What is expected :: Please copy out every line in the records below that includes the word "reading".

BEGIN The data

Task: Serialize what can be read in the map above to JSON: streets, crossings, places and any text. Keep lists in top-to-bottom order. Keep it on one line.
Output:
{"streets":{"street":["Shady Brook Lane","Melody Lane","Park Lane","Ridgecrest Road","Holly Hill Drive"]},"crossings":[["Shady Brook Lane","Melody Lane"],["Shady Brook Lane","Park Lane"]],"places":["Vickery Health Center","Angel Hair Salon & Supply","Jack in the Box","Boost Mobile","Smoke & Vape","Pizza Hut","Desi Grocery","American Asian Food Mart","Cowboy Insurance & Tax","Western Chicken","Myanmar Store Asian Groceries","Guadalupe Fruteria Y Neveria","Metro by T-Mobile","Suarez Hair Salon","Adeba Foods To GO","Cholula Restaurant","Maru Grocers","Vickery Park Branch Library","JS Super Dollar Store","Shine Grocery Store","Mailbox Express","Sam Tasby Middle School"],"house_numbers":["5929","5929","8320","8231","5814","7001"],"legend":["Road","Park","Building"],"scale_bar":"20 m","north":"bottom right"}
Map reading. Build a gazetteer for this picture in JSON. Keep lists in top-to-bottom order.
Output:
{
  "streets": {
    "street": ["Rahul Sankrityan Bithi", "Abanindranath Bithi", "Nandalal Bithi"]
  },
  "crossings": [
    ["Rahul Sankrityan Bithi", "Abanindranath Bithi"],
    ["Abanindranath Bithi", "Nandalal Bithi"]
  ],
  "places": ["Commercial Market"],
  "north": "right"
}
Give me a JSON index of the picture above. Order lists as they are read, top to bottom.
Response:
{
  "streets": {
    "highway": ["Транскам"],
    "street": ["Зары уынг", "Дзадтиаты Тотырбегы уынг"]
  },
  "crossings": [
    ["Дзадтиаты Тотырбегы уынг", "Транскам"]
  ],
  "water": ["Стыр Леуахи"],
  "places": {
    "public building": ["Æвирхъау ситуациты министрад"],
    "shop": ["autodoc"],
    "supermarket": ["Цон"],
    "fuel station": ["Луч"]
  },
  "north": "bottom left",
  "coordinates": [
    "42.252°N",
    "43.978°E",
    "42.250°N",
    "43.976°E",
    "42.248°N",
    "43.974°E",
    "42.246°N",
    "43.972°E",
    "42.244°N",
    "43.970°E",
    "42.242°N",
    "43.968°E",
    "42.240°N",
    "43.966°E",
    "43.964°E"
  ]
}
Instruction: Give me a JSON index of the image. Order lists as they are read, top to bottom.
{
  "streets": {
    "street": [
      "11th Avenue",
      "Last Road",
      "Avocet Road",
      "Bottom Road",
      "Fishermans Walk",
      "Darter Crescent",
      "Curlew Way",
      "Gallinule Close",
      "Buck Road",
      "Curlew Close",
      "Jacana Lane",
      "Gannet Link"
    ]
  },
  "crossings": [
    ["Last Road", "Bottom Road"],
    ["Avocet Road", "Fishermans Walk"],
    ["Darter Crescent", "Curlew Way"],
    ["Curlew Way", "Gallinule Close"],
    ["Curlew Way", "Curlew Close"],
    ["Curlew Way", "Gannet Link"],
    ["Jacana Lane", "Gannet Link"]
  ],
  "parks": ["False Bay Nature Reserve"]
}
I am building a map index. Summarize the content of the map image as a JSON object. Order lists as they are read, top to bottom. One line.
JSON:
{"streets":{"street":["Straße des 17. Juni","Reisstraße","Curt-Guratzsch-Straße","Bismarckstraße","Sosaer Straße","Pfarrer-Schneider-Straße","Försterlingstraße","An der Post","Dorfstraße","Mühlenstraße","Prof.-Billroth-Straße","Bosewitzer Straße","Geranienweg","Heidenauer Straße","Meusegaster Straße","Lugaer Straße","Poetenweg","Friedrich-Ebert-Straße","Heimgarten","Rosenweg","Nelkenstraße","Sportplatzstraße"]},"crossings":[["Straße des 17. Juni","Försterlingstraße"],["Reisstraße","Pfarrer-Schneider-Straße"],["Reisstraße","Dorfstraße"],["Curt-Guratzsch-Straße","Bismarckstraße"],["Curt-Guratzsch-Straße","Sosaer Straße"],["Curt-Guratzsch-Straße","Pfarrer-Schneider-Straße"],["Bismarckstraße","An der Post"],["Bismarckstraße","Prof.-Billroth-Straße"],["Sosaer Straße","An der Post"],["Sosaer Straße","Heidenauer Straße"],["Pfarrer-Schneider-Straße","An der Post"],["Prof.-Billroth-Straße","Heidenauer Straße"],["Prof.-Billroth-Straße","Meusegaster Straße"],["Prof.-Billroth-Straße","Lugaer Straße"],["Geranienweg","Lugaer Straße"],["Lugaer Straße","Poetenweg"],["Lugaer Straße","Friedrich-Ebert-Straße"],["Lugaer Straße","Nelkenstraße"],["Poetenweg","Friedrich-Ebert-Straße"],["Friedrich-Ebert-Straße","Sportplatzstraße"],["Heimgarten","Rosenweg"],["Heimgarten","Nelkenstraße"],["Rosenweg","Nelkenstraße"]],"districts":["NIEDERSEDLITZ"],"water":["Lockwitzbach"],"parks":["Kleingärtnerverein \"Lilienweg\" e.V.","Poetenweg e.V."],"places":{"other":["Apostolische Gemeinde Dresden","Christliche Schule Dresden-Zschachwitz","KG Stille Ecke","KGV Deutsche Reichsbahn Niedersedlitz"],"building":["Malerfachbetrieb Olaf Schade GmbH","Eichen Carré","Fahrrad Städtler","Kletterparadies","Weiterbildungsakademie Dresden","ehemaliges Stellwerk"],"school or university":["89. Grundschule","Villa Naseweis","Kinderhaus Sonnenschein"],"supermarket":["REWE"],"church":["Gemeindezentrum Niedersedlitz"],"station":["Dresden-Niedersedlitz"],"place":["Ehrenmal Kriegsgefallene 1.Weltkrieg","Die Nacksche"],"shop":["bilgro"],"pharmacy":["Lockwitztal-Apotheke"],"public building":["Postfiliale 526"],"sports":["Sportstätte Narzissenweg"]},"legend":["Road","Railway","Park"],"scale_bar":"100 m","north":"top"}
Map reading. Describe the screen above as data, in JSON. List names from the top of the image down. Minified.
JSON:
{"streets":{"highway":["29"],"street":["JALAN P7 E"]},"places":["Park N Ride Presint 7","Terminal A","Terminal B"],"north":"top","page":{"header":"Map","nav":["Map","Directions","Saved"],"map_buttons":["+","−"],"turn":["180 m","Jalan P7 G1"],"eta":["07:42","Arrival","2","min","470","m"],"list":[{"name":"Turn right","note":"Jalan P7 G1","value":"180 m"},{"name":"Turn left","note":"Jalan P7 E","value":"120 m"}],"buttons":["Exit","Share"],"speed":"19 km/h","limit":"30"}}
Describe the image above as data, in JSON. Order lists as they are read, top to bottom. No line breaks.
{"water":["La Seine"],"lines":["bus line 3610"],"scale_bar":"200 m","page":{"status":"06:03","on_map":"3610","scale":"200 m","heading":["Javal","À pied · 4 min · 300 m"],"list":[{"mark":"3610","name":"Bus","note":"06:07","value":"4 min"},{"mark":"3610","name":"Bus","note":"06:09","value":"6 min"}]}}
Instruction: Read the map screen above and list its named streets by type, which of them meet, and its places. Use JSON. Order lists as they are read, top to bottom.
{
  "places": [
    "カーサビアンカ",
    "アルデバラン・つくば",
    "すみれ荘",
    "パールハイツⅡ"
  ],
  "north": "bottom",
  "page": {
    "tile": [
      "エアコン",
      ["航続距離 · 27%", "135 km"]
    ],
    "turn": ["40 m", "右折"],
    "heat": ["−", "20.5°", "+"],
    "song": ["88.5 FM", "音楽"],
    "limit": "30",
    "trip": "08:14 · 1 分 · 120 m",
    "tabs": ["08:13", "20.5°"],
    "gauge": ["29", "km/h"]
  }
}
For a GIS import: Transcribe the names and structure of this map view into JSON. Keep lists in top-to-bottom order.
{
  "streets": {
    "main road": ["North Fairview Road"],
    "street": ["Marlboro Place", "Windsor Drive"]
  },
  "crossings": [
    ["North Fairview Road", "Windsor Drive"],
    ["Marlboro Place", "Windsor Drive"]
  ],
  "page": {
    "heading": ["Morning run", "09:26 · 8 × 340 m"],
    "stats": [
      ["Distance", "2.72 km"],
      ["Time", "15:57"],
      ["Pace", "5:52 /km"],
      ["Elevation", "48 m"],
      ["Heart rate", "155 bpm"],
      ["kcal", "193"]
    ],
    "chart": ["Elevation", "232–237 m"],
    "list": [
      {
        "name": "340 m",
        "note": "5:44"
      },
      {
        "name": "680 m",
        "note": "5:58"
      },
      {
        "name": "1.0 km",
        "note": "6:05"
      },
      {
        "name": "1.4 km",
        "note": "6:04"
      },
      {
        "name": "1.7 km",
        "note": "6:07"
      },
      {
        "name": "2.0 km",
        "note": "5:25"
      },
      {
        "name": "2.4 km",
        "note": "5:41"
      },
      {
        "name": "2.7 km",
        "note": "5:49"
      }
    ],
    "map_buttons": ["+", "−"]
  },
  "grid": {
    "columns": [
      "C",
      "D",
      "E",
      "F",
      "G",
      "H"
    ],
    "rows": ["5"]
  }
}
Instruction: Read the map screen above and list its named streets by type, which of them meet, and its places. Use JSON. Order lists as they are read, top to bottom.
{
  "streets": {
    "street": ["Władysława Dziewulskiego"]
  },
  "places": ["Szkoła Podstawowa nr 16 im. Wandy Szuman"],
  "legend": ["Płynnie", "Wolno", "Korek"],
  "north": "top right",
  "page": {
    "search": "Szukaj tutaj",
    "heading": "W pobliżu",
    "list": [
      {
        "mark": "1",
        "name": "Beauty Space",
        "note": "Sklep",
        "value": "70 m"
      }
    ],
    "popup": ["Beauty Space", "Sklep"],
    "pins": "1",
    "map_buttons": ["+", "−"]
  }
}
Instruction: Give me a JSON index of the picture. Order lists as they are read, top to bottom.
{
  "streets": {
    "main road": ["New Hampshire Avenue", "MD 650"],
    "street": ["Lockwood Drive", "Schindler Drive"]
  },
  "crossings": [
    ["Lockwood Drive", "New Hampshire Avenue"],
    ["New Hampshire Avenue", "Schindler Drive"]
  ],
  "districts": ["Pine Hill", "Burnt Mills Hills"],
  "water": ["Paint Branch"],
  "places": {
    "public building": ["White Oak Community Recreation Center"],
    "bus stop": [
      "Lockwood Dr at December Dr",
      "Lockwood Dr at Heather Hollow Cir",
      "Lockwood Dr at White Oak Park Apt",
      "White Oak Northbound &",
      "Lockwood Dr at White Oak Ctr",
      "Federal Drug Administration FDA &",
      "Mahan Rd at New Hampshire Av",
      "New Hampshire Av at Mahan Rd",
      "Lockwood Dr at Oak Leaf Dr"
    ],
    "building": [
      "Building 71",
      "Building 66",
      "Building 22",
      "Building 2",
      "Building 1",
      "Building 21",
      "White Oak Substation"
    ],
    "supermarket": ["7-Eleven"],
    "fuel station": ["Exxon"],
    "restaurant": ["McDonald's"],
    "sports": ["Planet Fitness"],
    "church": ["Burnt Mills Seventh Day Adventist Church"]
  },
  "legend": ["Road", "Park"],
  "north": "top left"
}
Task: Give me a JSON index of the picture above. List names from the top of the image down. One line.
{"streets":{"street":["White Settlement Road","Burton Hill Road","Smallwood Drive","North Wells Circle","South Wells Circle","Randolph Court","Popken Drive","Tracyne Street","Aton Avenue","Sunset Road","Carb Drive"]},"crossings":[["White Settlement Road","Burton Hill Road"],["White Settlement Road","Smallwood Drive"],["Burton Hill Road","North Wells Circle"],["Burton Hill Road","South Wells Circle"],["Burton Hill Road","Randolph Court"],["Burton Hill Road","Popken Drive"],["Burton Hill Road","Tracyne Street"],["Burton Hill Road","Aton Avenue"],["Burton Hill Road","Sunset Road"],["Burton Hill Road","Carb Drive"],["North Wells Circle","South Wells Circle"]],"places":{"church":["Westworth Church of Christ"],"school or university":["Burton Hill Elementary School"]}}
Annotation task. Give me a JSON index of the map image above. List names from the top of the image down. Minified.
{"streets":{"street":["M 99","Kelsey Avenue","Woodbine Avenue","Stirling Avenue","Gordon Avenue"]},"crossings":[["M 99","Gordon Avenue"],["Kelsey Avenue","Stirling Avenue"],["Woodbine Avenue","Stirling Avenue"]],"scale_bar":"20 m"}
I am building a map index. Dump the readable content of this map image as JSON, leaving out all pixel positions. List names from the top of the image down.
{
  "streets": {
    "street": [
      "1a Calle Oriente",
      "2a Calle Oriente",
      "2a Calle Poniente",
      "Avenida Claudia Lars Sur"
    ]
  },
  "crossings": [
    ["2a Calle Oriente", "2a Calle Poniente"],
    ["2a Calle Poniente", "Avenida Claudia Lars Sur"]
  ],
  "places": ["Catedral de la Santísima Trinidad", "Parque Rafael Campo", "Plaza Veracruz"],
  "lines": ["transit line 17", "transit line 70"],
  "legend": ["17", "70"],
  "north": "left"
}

END The data

Answer area ::
Map reading. Build a gazetteer for this picture in JSON. Keep lists in top-to-bottom order.
Map reading. Describe the screen above as data, in JSON. List names from the top of the image down. Minified.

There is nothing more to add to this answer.